With the exception of my last installment of “Beyond the Loading Screen,” this is my last post for 2011.  If there's one big thing I learned this year, it's this: Know your rights.  Know your rights and defend them.

When you get a job, especially if you’re a young person working at entry level, your employers may try to take advantage of you.  Don’t let them.  Do a web search of what workers in your country/state/province are entitled to – the government’s official site should be the first hit on most search engines – and read.  There are rules set up to protect you.  Learn them. 

This applies to anyone at any job, but it is especially important for geeks.  There’s this sense that since you’re working towards your dream job that you’re asking too much for your rights to be upheld too.  We get the idea that there are sacrifices that must be made.



Sure, you have to work really, really hard, and do your best, and challenge yourself.  THAT is what is meant by “paying your dues.”  However, you do NOT have to work through paid or unpaid breaks, and you do NOT have to stay quiet when they skim a few hundred bucks off your salary.  I have heard horror stories, and I’ve even lived a couple, and I was nervous about bringing it up because I thought I was just playing into the stereotype about being “The Entitlement Generation.”  No.  If you work, you should get paid every cent they owe you.  Don’t be afraid to stand up for yourself.

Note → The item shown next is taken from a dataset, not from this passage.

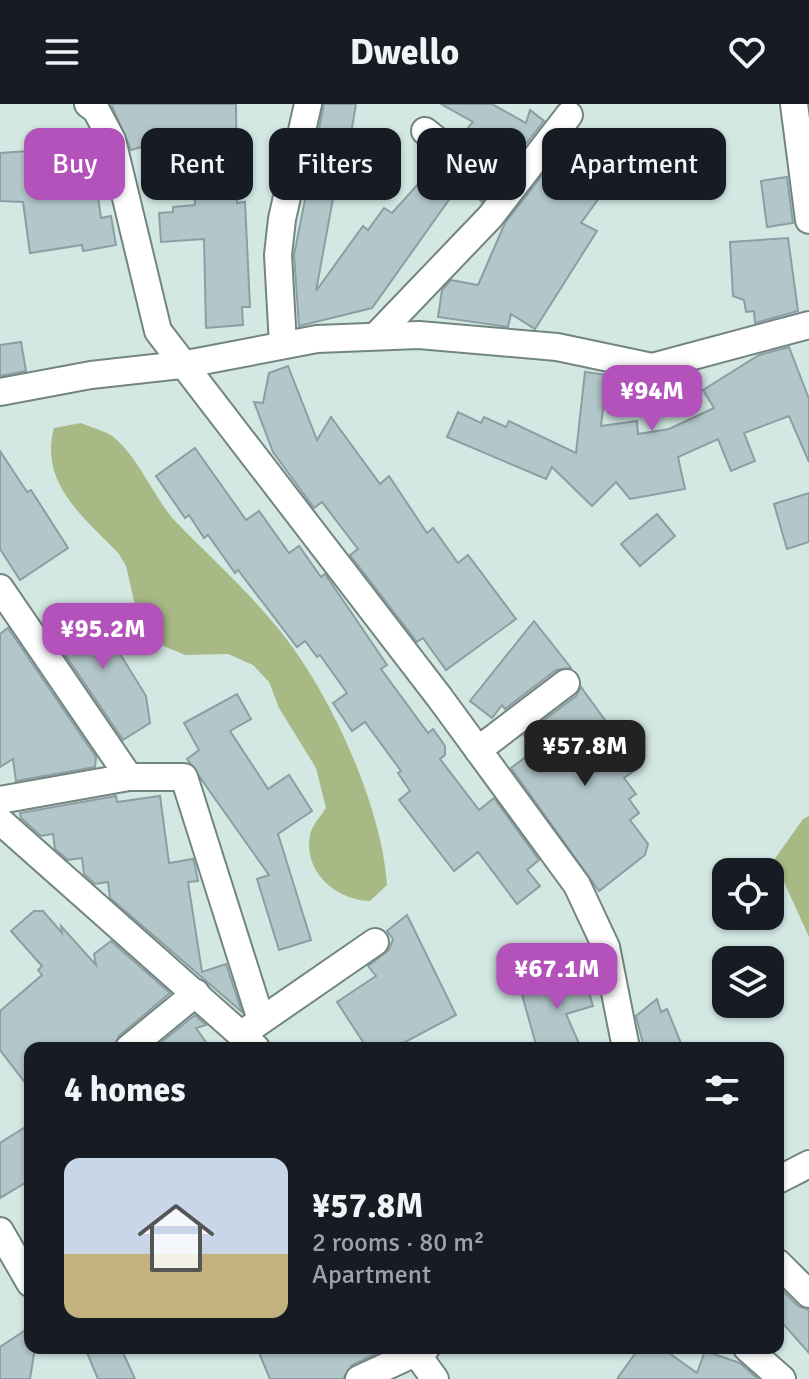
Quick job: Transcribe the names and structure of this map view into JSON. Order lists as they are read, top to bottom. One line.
{"page":{"header":"Dwello","chip":["Buy","Rent","Filters","New","Apartment"],"price":["¥94M","¥95.2M","¥57.8M","¥67.1M"],"heading":"4 homes","list":[{"name":"¥57.8M","note":"2 rooms · 80 m² · Apartment"}]}}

A lot of geeks I know are quite shy, as many of us have been ridiculed for things we feel strongly about.  That can make it hard to stand up for yourself at work, but remember you’re not the one stepping out of line.  You’re not demanding anything ridiculous; you’re just reminding your boss that they owe you a break after X number of hours, or a certain wage, or that they can’t force you to do something that might be dangerous.

To be a progeek means your job combines your passions with something you can do to provide value.  It does NOT mean that you have it any easier than people with traditional jobs and are therefore less deserving of your basic rights.  Labour rights are there for everyone.

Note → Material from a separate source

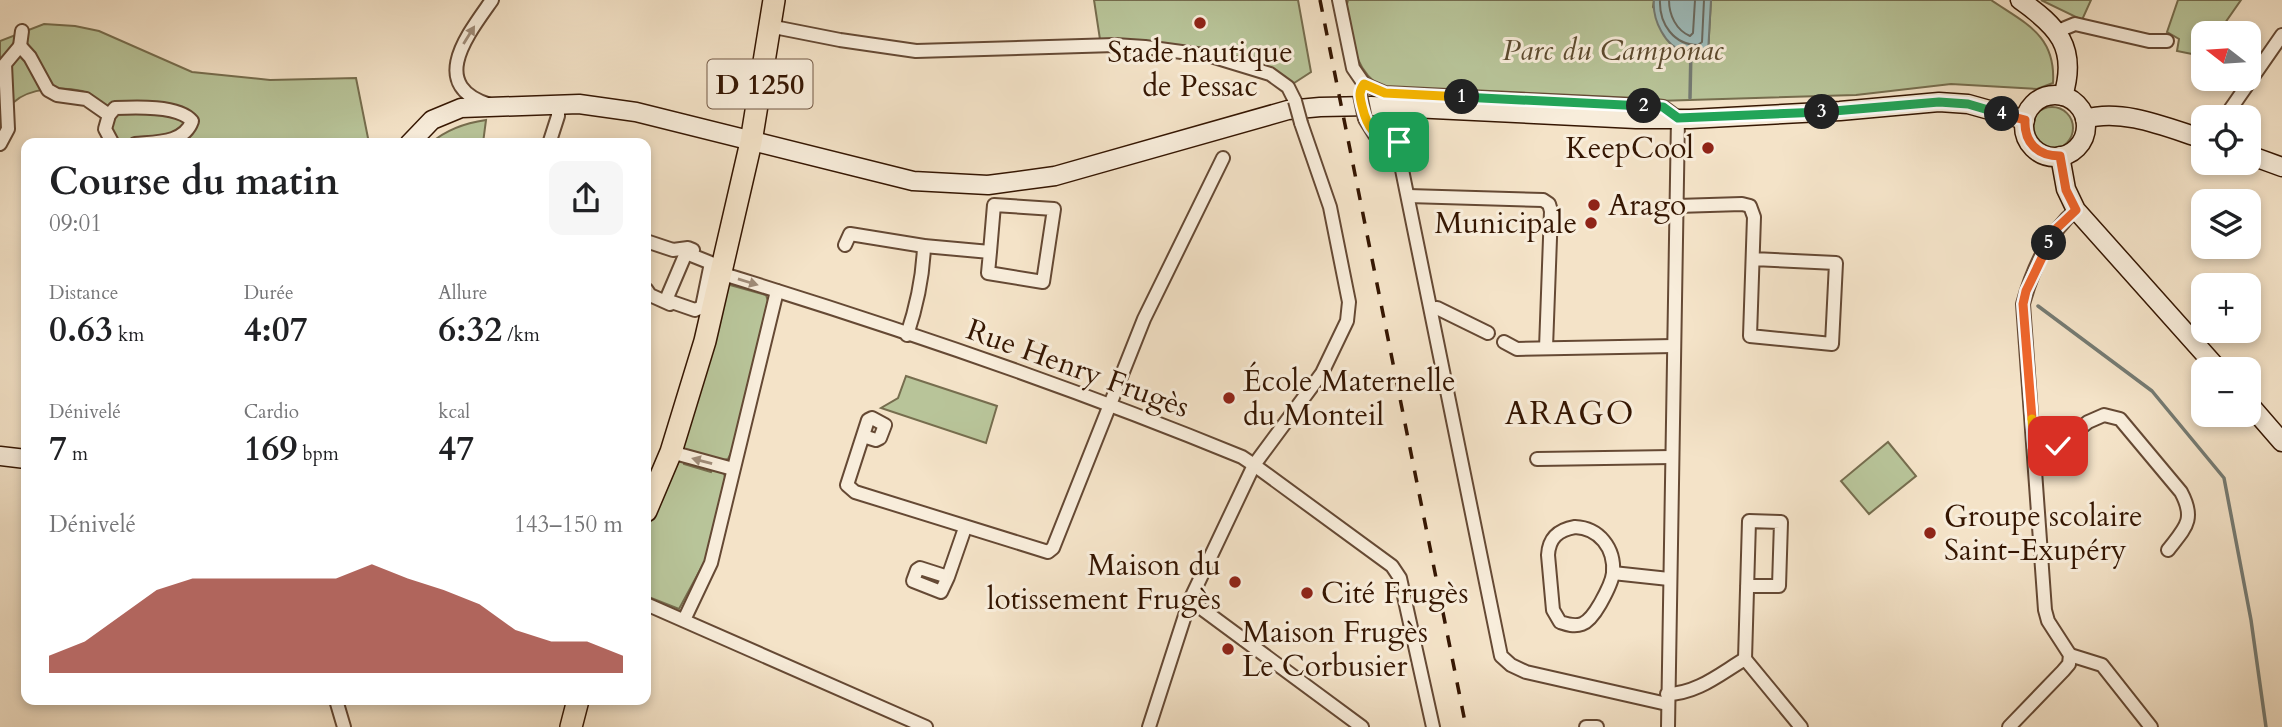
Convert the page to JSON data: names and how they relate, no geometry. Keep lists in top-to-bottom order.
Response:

Finally, if you ask for something you’re owed anyway, you will NOT lose the respect of your employer and/or coworkers.  If anything, your coworkers will be grateful you’re holding the boss up to standards.  If your boss is annoyed that they can’t take advantage of you, then the loss of their respect is no loss.  Unfortunately, our culture has taken the notion that hard work leads to success and turned it into “suffering leads to success.”  Just like having a job that you’re passionate about doesn’t mean you’re any less successful, you are not any more respectable or mature if you let yourself be bullied.  Respect is only earned when you stand up for yourself.